Consider: New Yorkers, who pay out the nose for rent and other costs of living, put up with an unbelievable amount of people, dirt, grime, and stress, are heavily invested in believing that they live in the “Greatest City in the World.” Because if it’s not the center of the universe, then why are they putting up with all this bullshit? I think they hate L.A. so voraciously because the public image of L.A. is an easy target, (blonde, fake, tan, insipid, shallow, ect), and also because they know in their bones, they’d actually like it better if they just tried to live somewhere outside of Hollywood or Bev Hills. It’s almost a case, of someone doth protest too much.

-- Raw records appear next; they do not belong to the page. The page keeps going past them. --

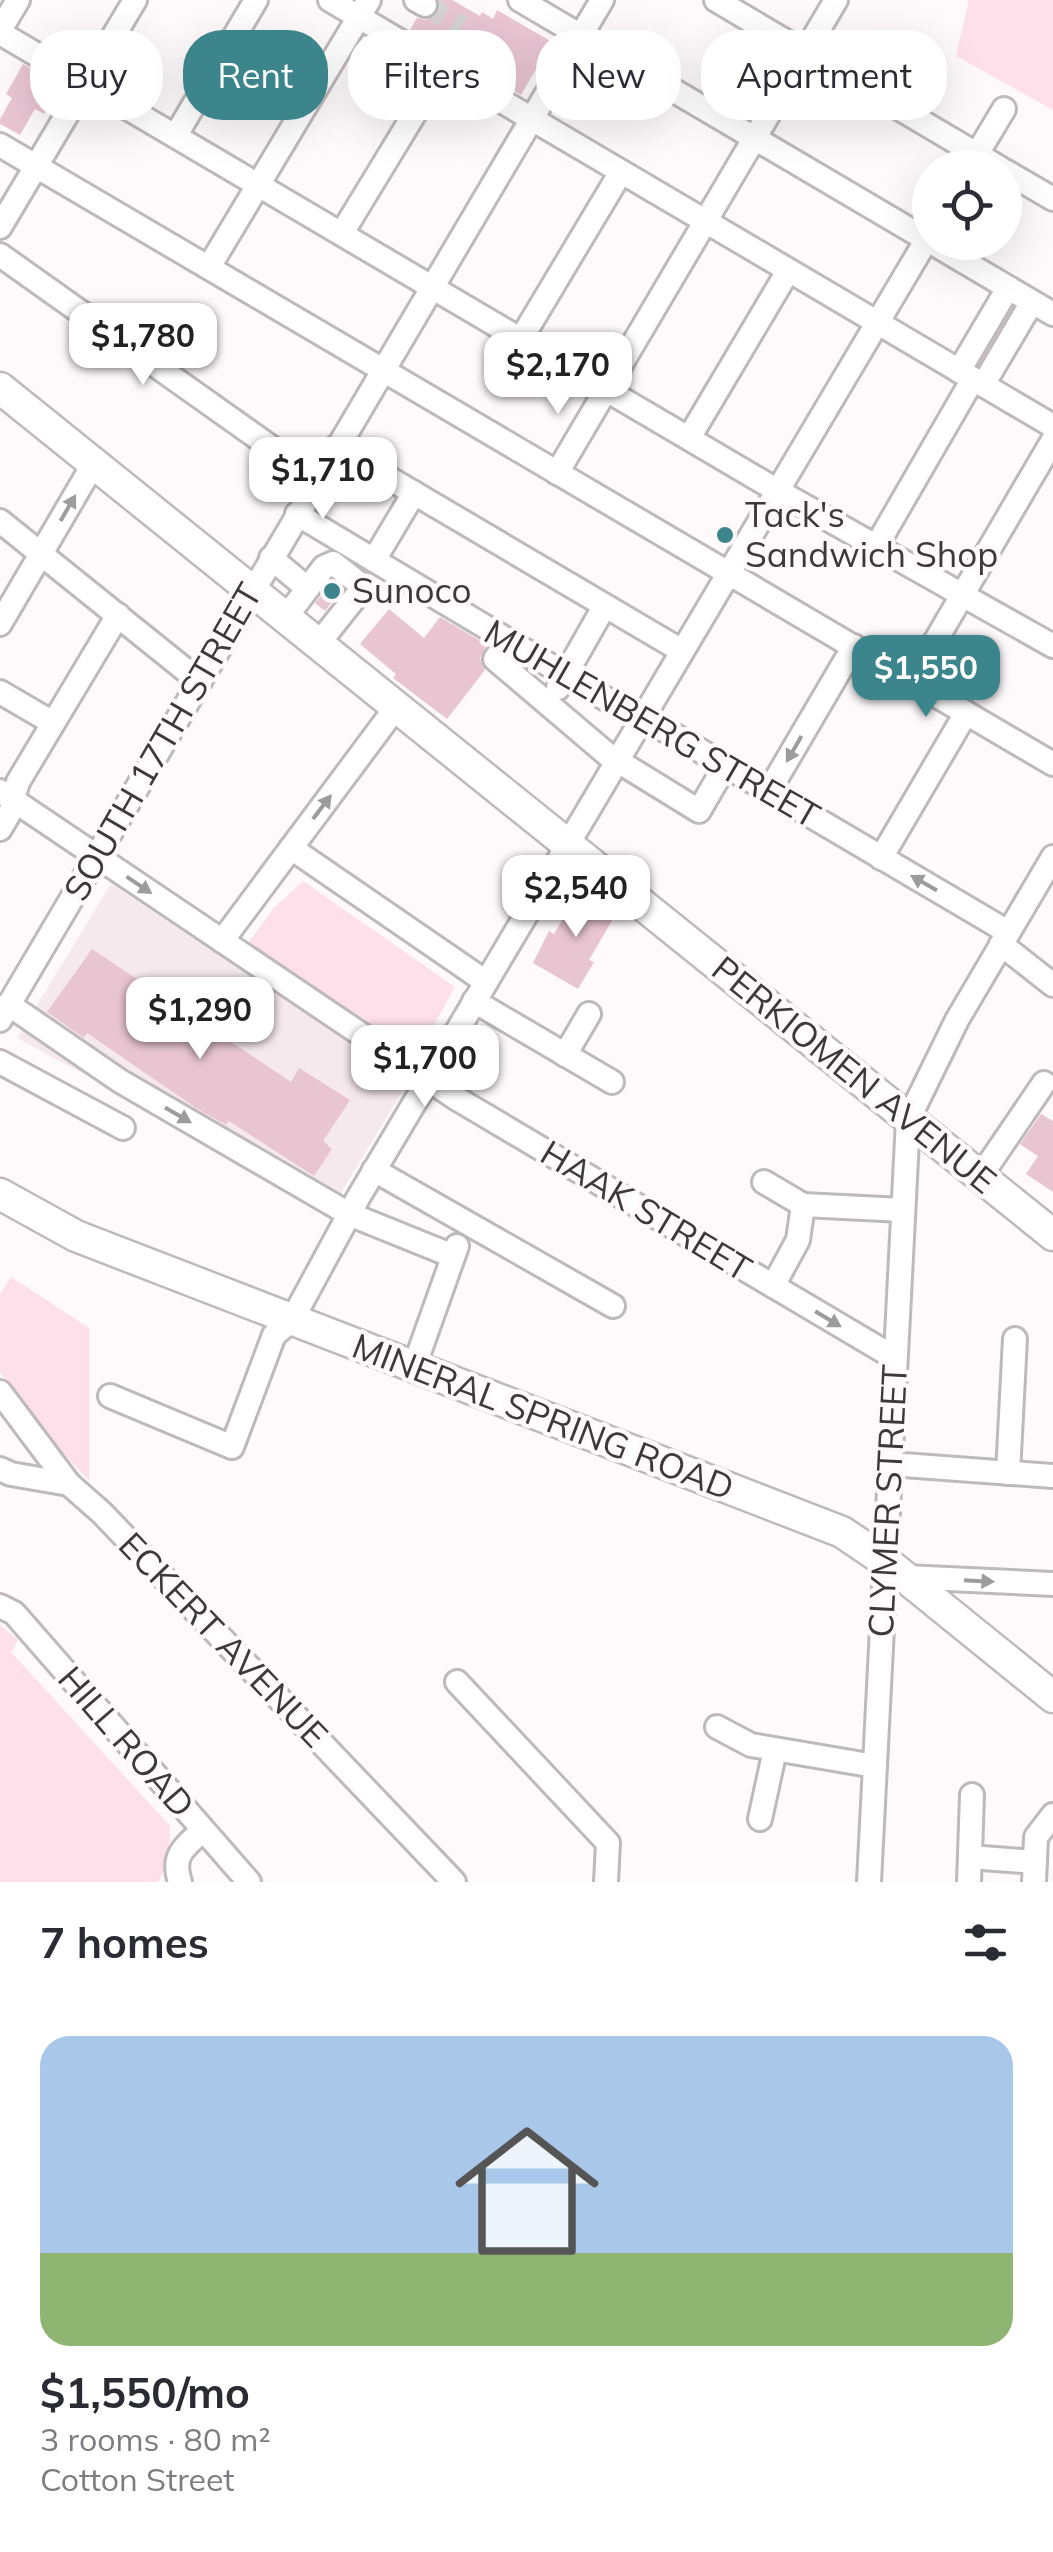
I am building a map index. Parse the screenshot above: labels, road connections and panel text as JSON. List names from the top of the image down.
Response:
{
  "streets": {
    "main road": ["PERKIOMEN AVENUE", "MINERAL SPRING ROAD"],
    "street": [
      "MUHLENBERG STREET",
      "SOUTH 17TH STREET",
      "HAAK STREET",
      "CLYMER STREET",
      "ECKERT AVENUE",
      "HILL ROAD"
    ]
  },
  "crossings": [
    ["MUHLENBERG STREET", "SOUTH 17TH STREET"],
    ["SOUTH 17TH STREET", "PERKIOMEN AVENUE"],
    ["SOUTH 17TH STREET", "HAAK STREET"],
    ["PERKIOMEN AVENUE", "CLYMER STREET"],
    ["HAAK STREET", "CLYMER STREET"],
    ["MINERAL SPRING ROAD", "CLYMER STREET"]
  ],
  "places": ["Tack's Sandwich Shop", "Sunoco"],
  "page": {
    "chip": [
      "Buy",
      "Rent",
      "Filters",
      "New",
      "Apartment"
    ],
    "price": [
      "$1,780",
      "$2,170",
      "$1,710",
      "$1,550",
      "$2,540",
      "$1,290",
      "$1,700"
    ],
    "heading": "7 homes",
    "list": [
      {
        "name": "$1,550/mo",
        "note": "3 rooms · 80 m² · Cotton Street"
      }
    ]
  }
}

I can’t tell you how many of my friends were like, “ewwwww, L.A!!!!” but like, now, I literally have to deny them access to couch-surfing because I have had an average of three visitors a month since I got here. Also, keep in mind, because the average New Yorker insists on remaining in an unending state of arrested development (somewhere between 21 and 27), none of them can drive, or if they once did, they let their license lapse (was also guilty of that), and so when they come here, because they aren’t all that good at figuring anything out that’s not right under their noses, they stay at the Standard on the Sunset Strip, where they are trapped for the duration of their trip, surrounding by the worst of L.A. stereotypes, washed out butt rockers, their Carmen Electra rip-off stripper girlfriends, and the OC douchebags in one fell swoop-until, of course, one of their friends obliges and picks them up like mommy and daddy and takes them somewhere else. *Bangs head into wall.* It’s okay, you know what, you guys are all right. New York rules. Stay there. I am gonna go on a bike ride now in perfect 75 degree weather with views of the ocean. Oh, and I do this nearly every day.